Холодные шесть тысяч
Шрифт:
По всем каналам — одно и то же.
Панегирики. Месса. Похороны. Поминки — по Кингу и по Бобби.
Он смотрел телевизор. И днем и ночью. Четыре дня уже смотрел.
Одно и то же.
Заварушка на кухне отеля «Амбассадор». Копы держат Сирхана. Федералы — Джеймса Эрла Рея. Его поймали в Лондоне. «Меня подставили». Знакомая история.
Скоро все закончится. Эти новости сменятся другими. Жизнь, в конце концов, продолжается — не так ли?

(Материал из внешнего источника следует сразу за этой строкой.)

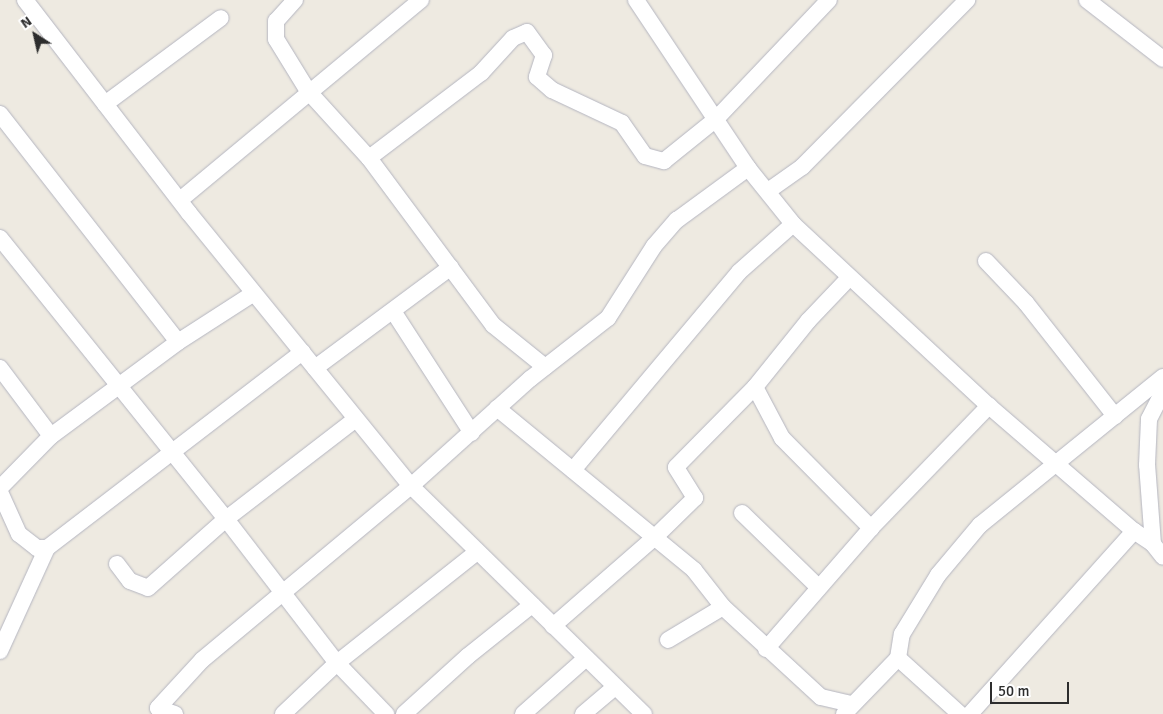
<!DOCTYPE html>
<style>
body{margin:0}
#map{position:relative;width:1163px;height:714px;overflow:hidden;background:#eeeae1;font-family:Signika,sans-serif}
div>[style]{position:absolute}
[style*='--x']{left:calc(var(--x)*1px);top:calc(var(--y)*1px);width:calc(var(--w)*1px);rotate:calc(var(--a)*1deg)}
.roads{filter:drop-shadow(0 0 1px #b4b5c0) drop-shadow(0 0 1px #b4b5c0)}
.minor>*{height:16px;margin:-8px;padding:0 8px;transform-origin:8px;border-radius:8px;background:#fff}
span{translate:-50% -50%;white-space:nowrap;text-align:center;line-height:1.15;-webkit-text-stroke:5px #fff;paint-order:stroke}
.north{position:absolute;left:10px;top:10px;width:50px;height:50px;-webkit-text-stroke:4px #fff;paint-order:stroke;rotate:325deg;font-size:14px;font-weight:700;line-height:20px;text-align:center;color:#2d2d2d}
.north::after{content:'';display:block;margin:auto;width:18px;height:22px;background:#2d2d2d;clip-path:polygon(50% 0,100% 100%,50% 72%,0 100%)}
.scale{position:absolute;left:990px;top:682px;width:79px;height:22px;box-sizing:border-box;border:2px solid #2d2d2d;border-top:0;padding-left:6px;font-size:15px;line-height:18px;white-space:nowrap;color:#2d2d2d;-webkit-text-stroke:4px #fff;paint-order:stroke}
</style>
<div id="map">
<div class="roads">
<div class="minor">
<div style="--x:25;--y:0;--w:269;--a:52.4"></div>
<div style="--x:189;--y:213;--w:352;--a:50.9"></div>
<div style="--x:411;--y:486;--w:326;--a:44.4"></div>
<div style="--x:295;--y:0;--w:28;--a:132"></div>
<div style="--x:276;--y:21;--w:18;--a:90"></div>
<div style="--x:276;--y:39;--w:61;--a:58.4"></div>
<div style="--x:308;--y:91;--w:91;--a:47.7"></div>
<div style="--x:369;--y:158;--w:208;--a:53.4"></div>
<div style="--x:493;--y:325;--w:67;--a:38.9"></div>
<div style="--x:636;--y:0;--w:202;--a:56.3"></div>
<div style="--x:748;--y:168;--w:72;--a:51.2"></div>
<div style="--x:793;--y:224;--w:267;--a:42.9"></div>
<div style="--x:989;--y:406;--w:191;--a:40.8"></div>
<div style="--x:1134;--y:531;--w:23;--a:34"></div>
<div style="--x:1153;--y:544;--w:16;--a:52"></div>
<div style="--x:1087;--y:0;--w:96;--a:37.8"></div>
<div style="--x:105;--y:104;--w:144;--a:-36.6"></div>
<div style="--x:0;--y:114;--w:289;--a:52"></div>
<div style="--x:369;--y:158;--w:141;--a:-37.2"></div>
<div style="--x:481;--y:73;--w:47;--a:-47.6"></div>
<div style="--x:513;--y:38;--w:15;--a:-23"></div>
<div style="--x:527;--y:32;--w:29;--a:54"></div>
<div style="--x:544;--y:55;--w:23;--a:108"></div>
<div style="--x:537;--y:77;--w:20;--a:41"></div>
<div style="--x:552;--y:90;--w:77;--a:25.2"></div>
<div style="--x:622;--y:123;--w:40;--a:55.1"></div>
<div style="--x:645;--y:156;--w:20;--a:15"></div>
<div style="--x:664;--y:161;--w:67;--a:-38.9"></div>
<div style="--x:716;--y:119;--w:164;--a:-46.5"></div>
<div style="--x:768;--y:191;--w:42;--a:-35.2"></div>
<div style="--x:802;--y:167;--w:235;--a:-45.3"></div>
<div style="--x:180;--y:200;--w:313;--a:-39.7"></div>
<div style="--x:0;--y:238;--w:361;--a:51.2"></div>
<div style="--x:226;--y:519;--w:182;--a:52.4"></div>
<div style="--x:337;--y:663;--w:71;--a:46.1"></div>
<div style="--x:986;--y:261;--w:58;--a:46.4"></div>
<div style="--x:1026;--y:303;--w:144;--a:51.8"></div>
<div style="--x:393;--y:311;--w:145;--a:57.1"></div>
<div style="--x:0;--y:368;--w:85;--a:53.1"></div>
<div style="--x:315;--y:368;--w:169;--a:-36.6"></div>
<div style="--x:755;--y:387;--w:58;--a:62.1"></div>
<div style="--x:782;--y:438;--w:127;--a:45.3"></div>
<div style="--x:497;--y:408;--w:255;--a:39.4"></div>
<div style="--x:694;--y:570;--w:47;--a:51.9"></div>
<div style="--x:723;--y:607;--w:133;--a:42.6"></div>
<div style="--x:821;--y:697;--w:32;--a:13"></div>
<div style="--x:573;--y:470;--w:258;--a:-50"></div>
<div style="--x:739;--y:272;--w:72;--a:-41.6"></div>
<div style="--x:0;--y:488;--w:73;--a:-45.6"></div>
<div style="--x:51;--y:436;--w:158;--a:-36.5"></div>
<div style="--x:178;--y:342;--w:90;--a:-32.8"></div>
<div style="--x:0;--y:492;--w:46;--a:65.7"></div>
<div style="--x:19;--y:534;--w:23;--a:38"></div>
<div style="--x:37;--y:548;--w:10;--a:0"></div>
<div style="--x:47;--y:548;--w:322;--a:-37.5"></div>
<div style="--x:742;--y:513;--w:107;--a:44.2"></div>
<div style="--x:1153;--y:544;--w:79;--a:-94.3"></div>
<div style="--x:1147;--y:465;--w:46;--a:-87.5"></div>
<div style="--x:1149;--y:419;--w:30;--a:-63"></div>
<div style="--x:117;--y:564;--w:21;--a:53"></div>
<div style="--x:130;--y:581;--w:19;--a:21"></div>
<div style="--x:148;--y:588;--w:104;--a:-41.5"></div>
<div style="--x:226;--y:519;--w:164;--a:-37.6"></div>
<div style="--x:553;--y:626;--w:135;--a:-41.1"></div>
<div style="--x:655;--y:537;--w:56;--a:-44.3"></div>
<div style="--x:695;--y:498;--w:36;--a:-122"></div>
<div style="--x:676;--y:467;--w:112;--a:-45.4"></div>
<div style="--x:755;--y:387;--w:85;--a:-51.2"></div>
<div style="--x:808;--y:321;--w:59;--a:-46.4"></div>
<div style="--x:668;--y:640;--w:64;--a:-31"></div>
<div style="--x:766;--y:649;--w:160;--a:-49"></div>
<div style="--x:871;--y:528;--w:170;--a:-46"></div>
<div style="--x:0;--y:651;--w:113;--a:-65.5"></div>
<div style="--x:898;--y:658;--w:84;--a:42.1"></div>
<div style="--x:175;--y:714;--w:18;--a:-161"></div>
<div style="--x:158;--y:708;--w:65;--a:-47.5"></div>
<div style="--x:202;--y:660;--w:272;--a:-39.8"></div>
<div style="--x:411;--y:486;--w:160;--a:-42"></div>
<div style="--x:530;--y:379;--w:99;--a:-38"></div>
<div style="--x:608;--y:318;--w:85;--a:-57.4"></div>
<div style="--x:654;--y:246;--w:35;--a:-49"></div>
<div style="--x:677;--y:220;--w:88;--a:-36.2"></div>
<div style="--x:283;--y:714;--w:74;--a:-43.4"></div>
<div style="--x:337;--y:663;--w:179;--a:-38.4"></div>
<div style="--x:404;--y:714;--w:86;--a:-42.2"></div>
<div style="--x:468;--y:656;--w:82;--a:-38.6"></div>
<div style="--x:523;--y:714;--w:84;--a:-41.6"></div>
<div style="--x:583;--y:714;--w:42;--a:-40.2"></div>
<div style="--x:844;--y:714;--w:78;--a:-46"></div>
<div style="--x:898;--y:658;--w:24;--a:-81"></div>
<div style="--x:902;--y:634;--w:69;--a:-58.6"></div>
<div style="--x:938;--y:575;--w:65;--a:-50"></div>
<div style="--x:980;--y:525;--w:235;--a:-39"></div>
<div style="--x:970;--y:714;--w:246;--a:-48.1"></div>
</div>
</div>
<div class="north">N</div>
<div class="scale">50 m</div>
</div>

Литтел переключал каналы. Снова и снова он видел Эл-Эй
Ему хотелось есть. А еда закончилась. Пит оставил запасов на два дня. И обрезал телефонный провод. Сказал: можно дойти до Тахо пешком, а там сесть на поезд до Вегаса.
Пит лукавил. Знал, что он этого не сделает. Что останется тут. Разгадал его намерения и оставил свой револьвер. И просто сказал:
— Они и Кинга убили. Ты должен это знать. Я твой должник.
Литтел сказал: прощай. Одно слово. Пит пожал ему обе руки и ушел.
Литтел принялся переключать каналы. Триада: Джек, Кинг и Бобби. Три похоронные процессии — искусно смонтированная нарезка. Три окна в траурной рамке.
Это я их убил. Это я во всем виноват. Их кровь на моей совести.
Он ждал, не сводя глаз с экрана. Надо увидеть всех вместе. Он стал переключать каналы. Нашел, где показывали по двое. Повезло — вот все трое.
Старая съемка — еще до шестьдесят третьего.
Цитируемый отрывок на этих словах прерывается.